Determine how many lines in the entries below contain the word "data". The reply is that number alone.

■ ■ ■ ■

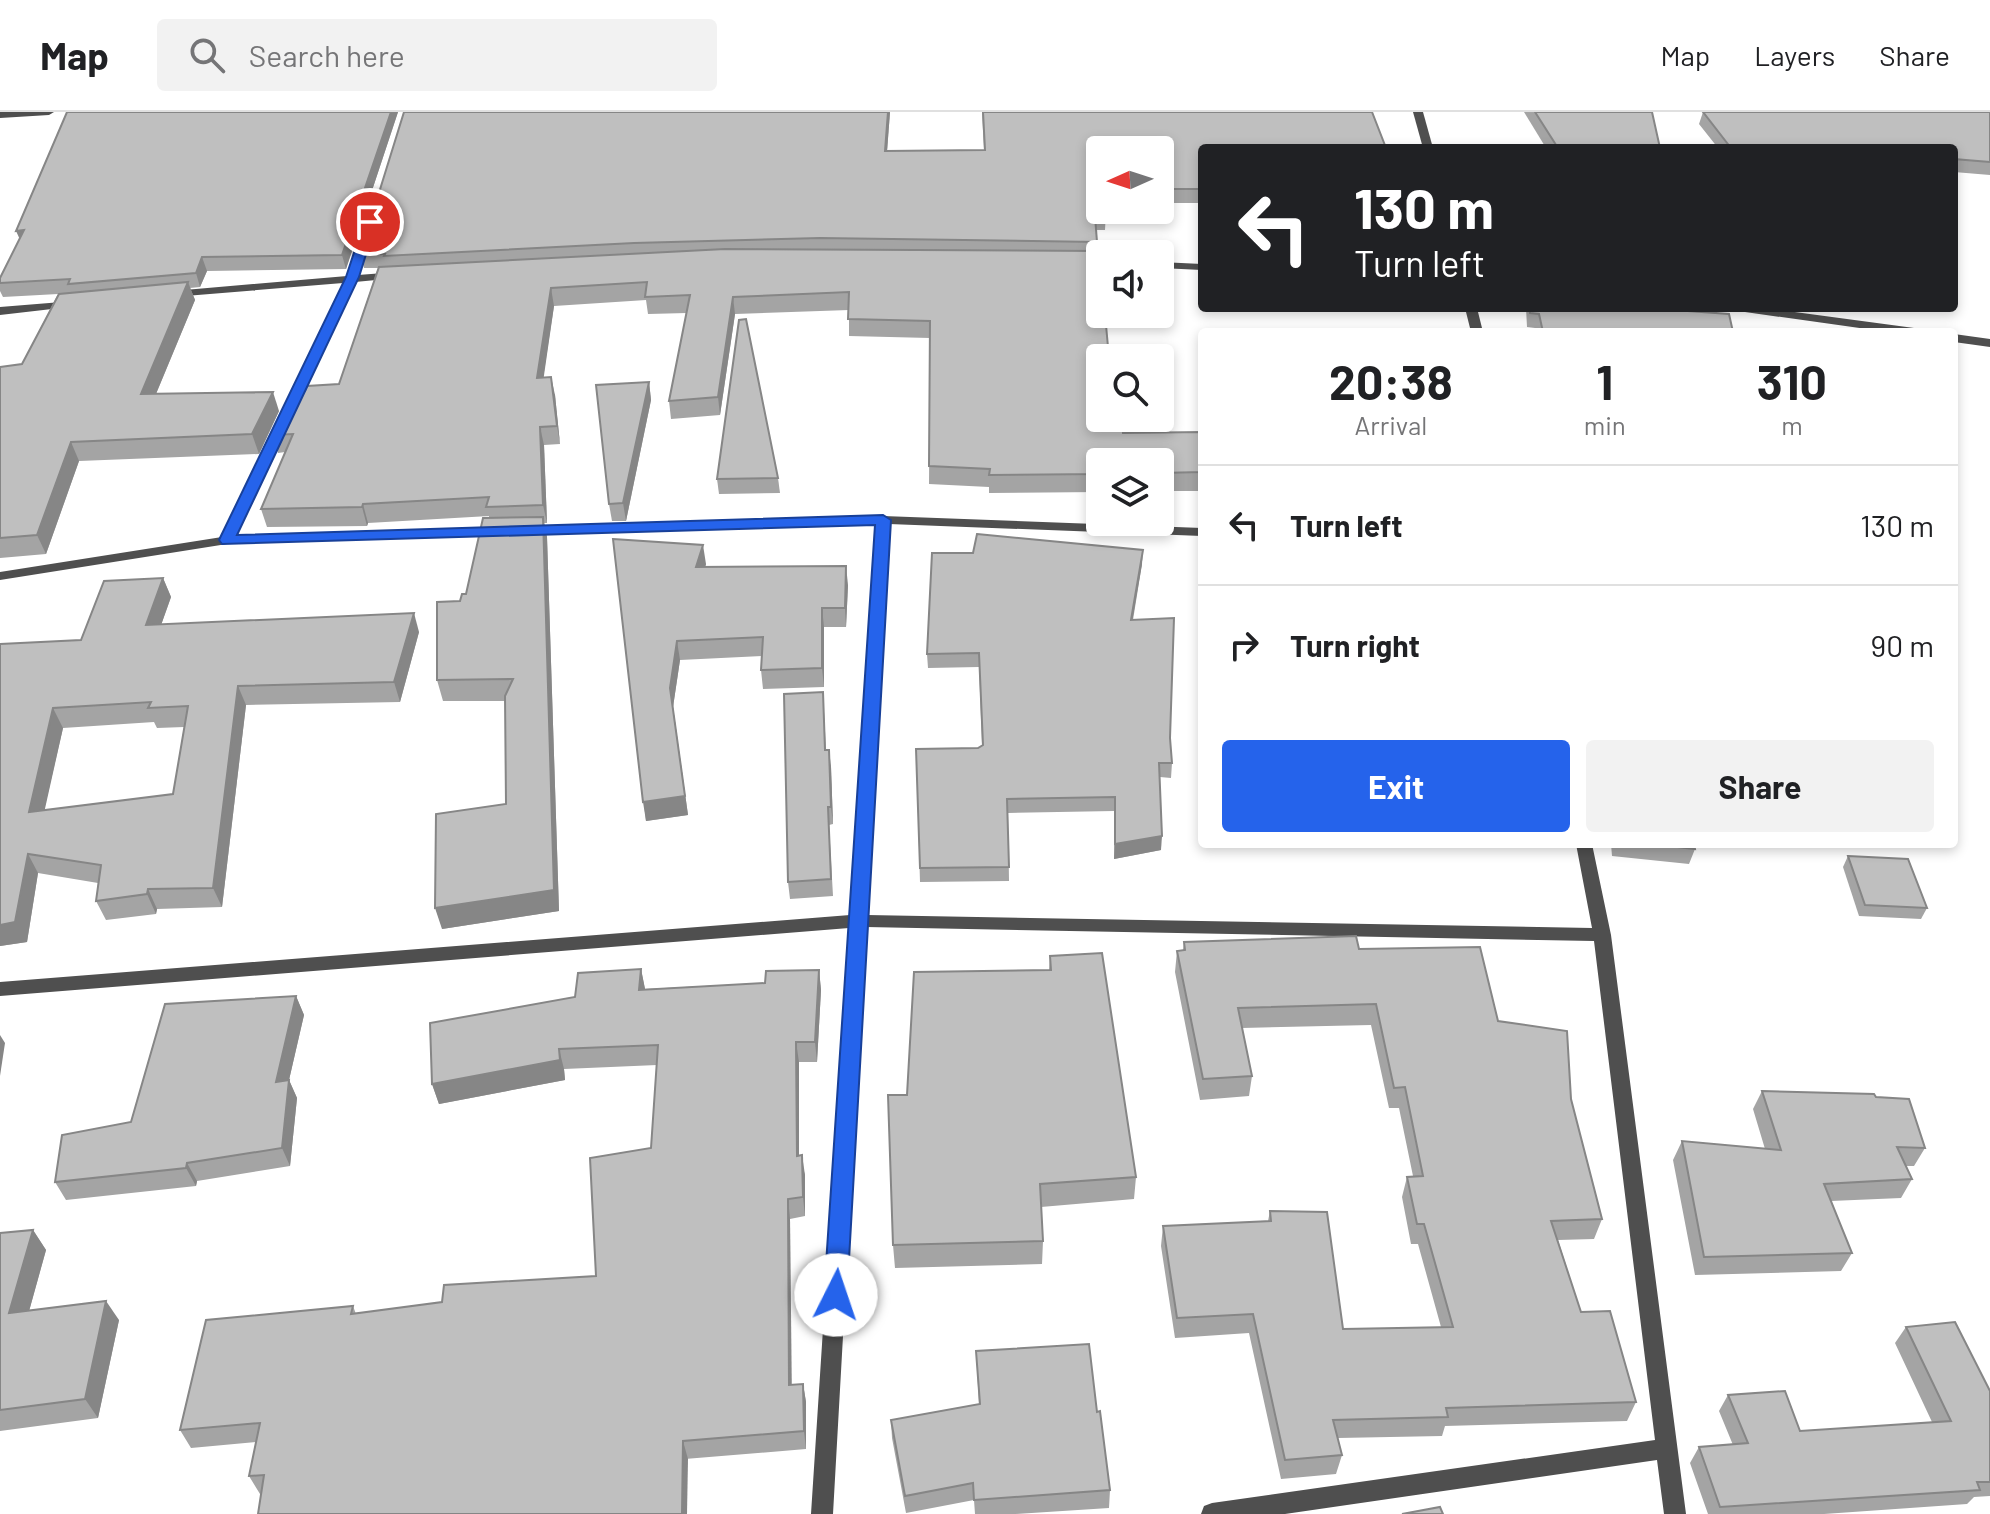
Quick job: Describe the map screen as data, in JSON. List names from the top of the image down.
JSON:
{
  "north": "left",
  "page": {
    "header": "Map",
    "search": "Search here",
    "nav": ["Map", "Layers", "Share"],
    "turn": ["130 m", "Turn left"],
    "eta": [
      "20:38",
      "Arrival",
      "1",
      "min",
      "310",
      "m"
    ],
    "list": [
      {
        "name": "Turn left",
        "value": "130 m"
      },
      {
        "name": "Turn right",
        "value": "90 m"
      }
    ],
    "buttons": ["Exit", "Share"]
  }
}
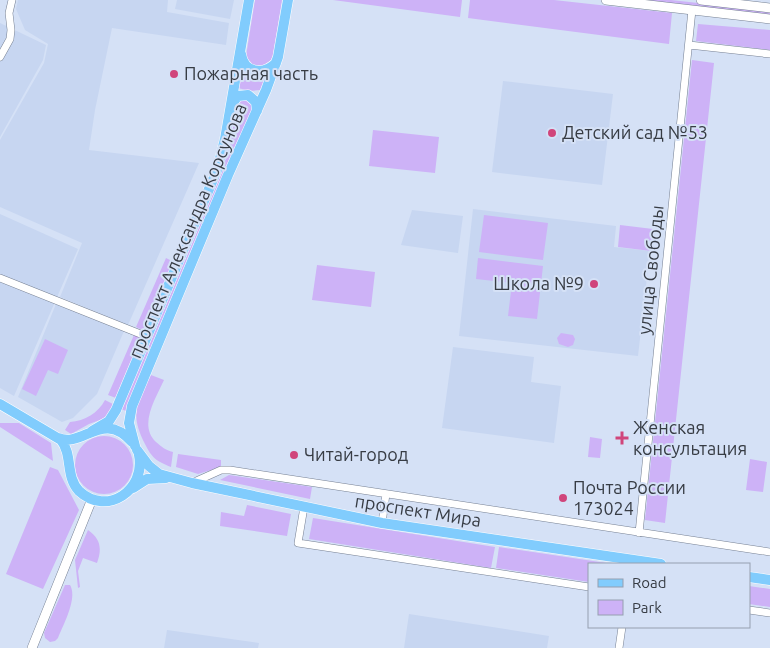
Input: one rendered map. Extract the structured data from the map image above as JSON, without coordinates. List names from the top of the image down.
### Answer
{
  "streets": {
    "main road": ["проспект Александра Корсунова", "проспект Мира"],
    "street": ["улица Свободы"]
  },
  "crossings": [
    ["проспект Александра Корсунова", "проспект Мира"]
  ],
  "places": {
    "other": [
      "Пожарная часть",
      "Детский сад №53",
      "Школа №9",
      "Читай-город",
      "Почта России 173024"
    ],
    "health": ["Женская консультация"]
  },
  "legend": ["Road", "Park"]
}
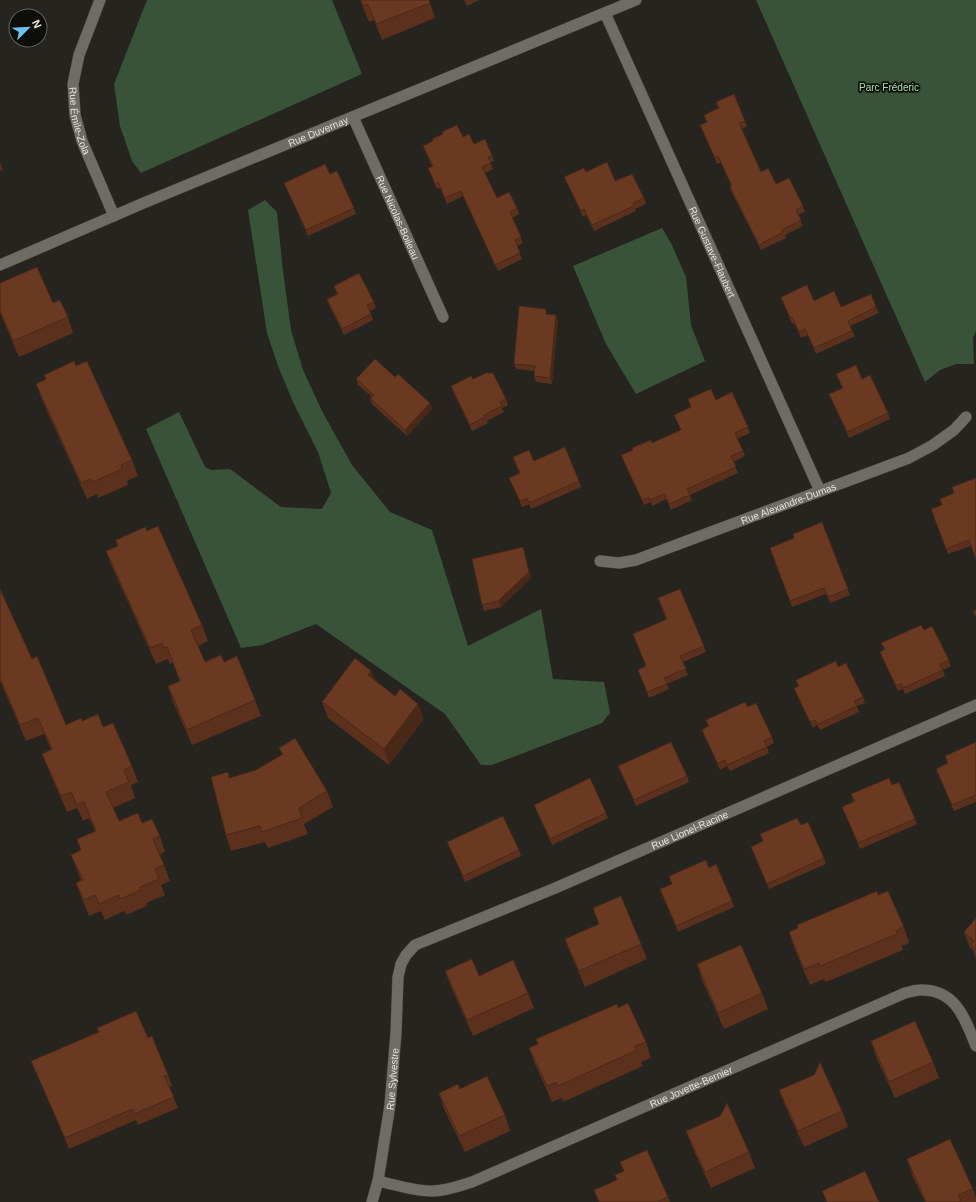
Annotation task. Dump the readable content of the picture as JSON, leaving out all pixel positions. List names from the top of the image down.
{
  "streets": {
    "street": [
      "Rue Émile-Zola",
      "Rue Duvernay",
      "Rue Nicolas-Boileau",
      "Rue Gustave-Flaubert",
      "Rue Alexandre-Dumas",
      "Rue Lionel-Racine",
      "Rue Sylvestre",
      "Rue Jovette-Bernier"
    ]
  },
  "crossings": [
    ["Rue Émile-Zola", "Rue Duvernay"],
    ["Rue Duvernay", "Rue Nicolas-Boileau"],
    ["Rue Duvernay", "Rue Gustave-Flaubert"],
    ["Rue Gustave-Flaubert", "Rue Alexandre-Dumas"],
    ["Rue Lionel-Racine", "Rue Sylvestre"],
    ["Rue Sylvestre", "Rue Jovette-Bernier"]
  ],
  "parks": ["Parc Fréderic"],
  "north": "top right"
}
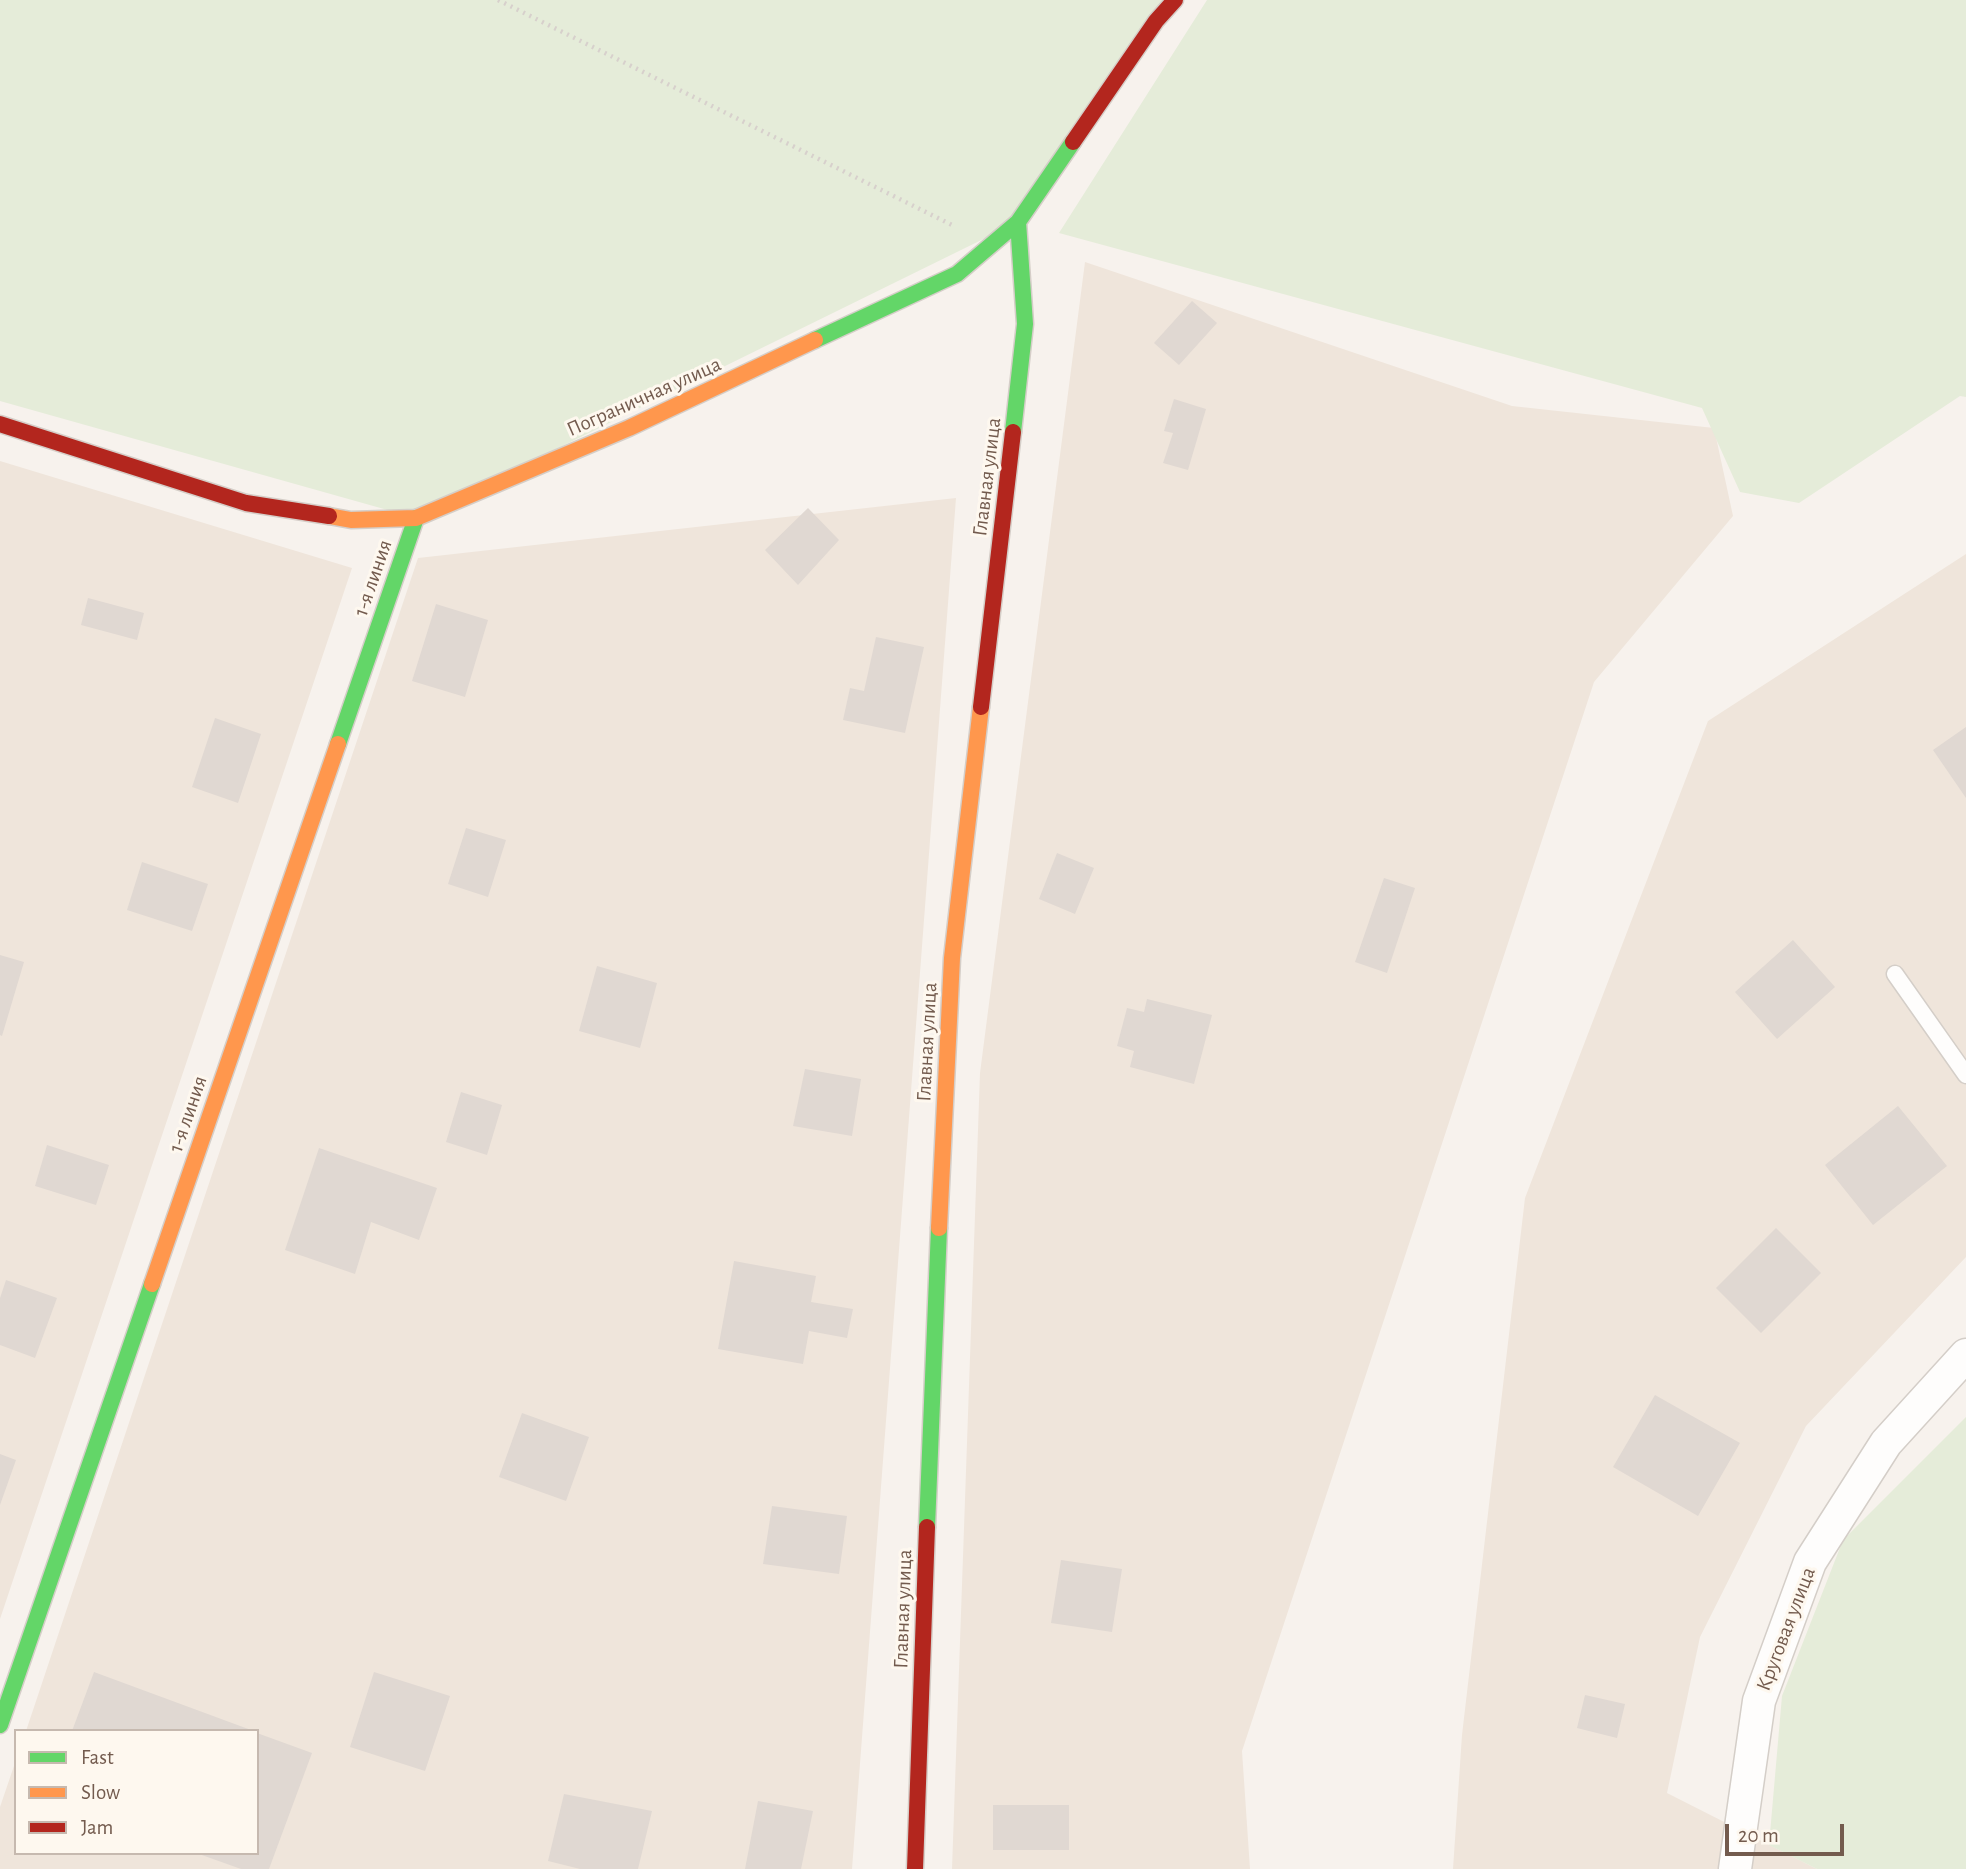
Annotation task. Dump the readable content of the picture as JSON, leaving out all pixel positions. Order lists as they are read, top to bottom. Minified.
{"streets":{"street":["Пограничная улица","Главная улица","1-я линия","Круговая улица"]},"crossings":[["Пограничная улица","Главная улица"],["Пограничная улица","1-я линия"]],"legend":["Fast","Slow","Jam"],"scale_bar":"20 m"}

■ ■ ■ ■

- EXERCISE ANSWER
2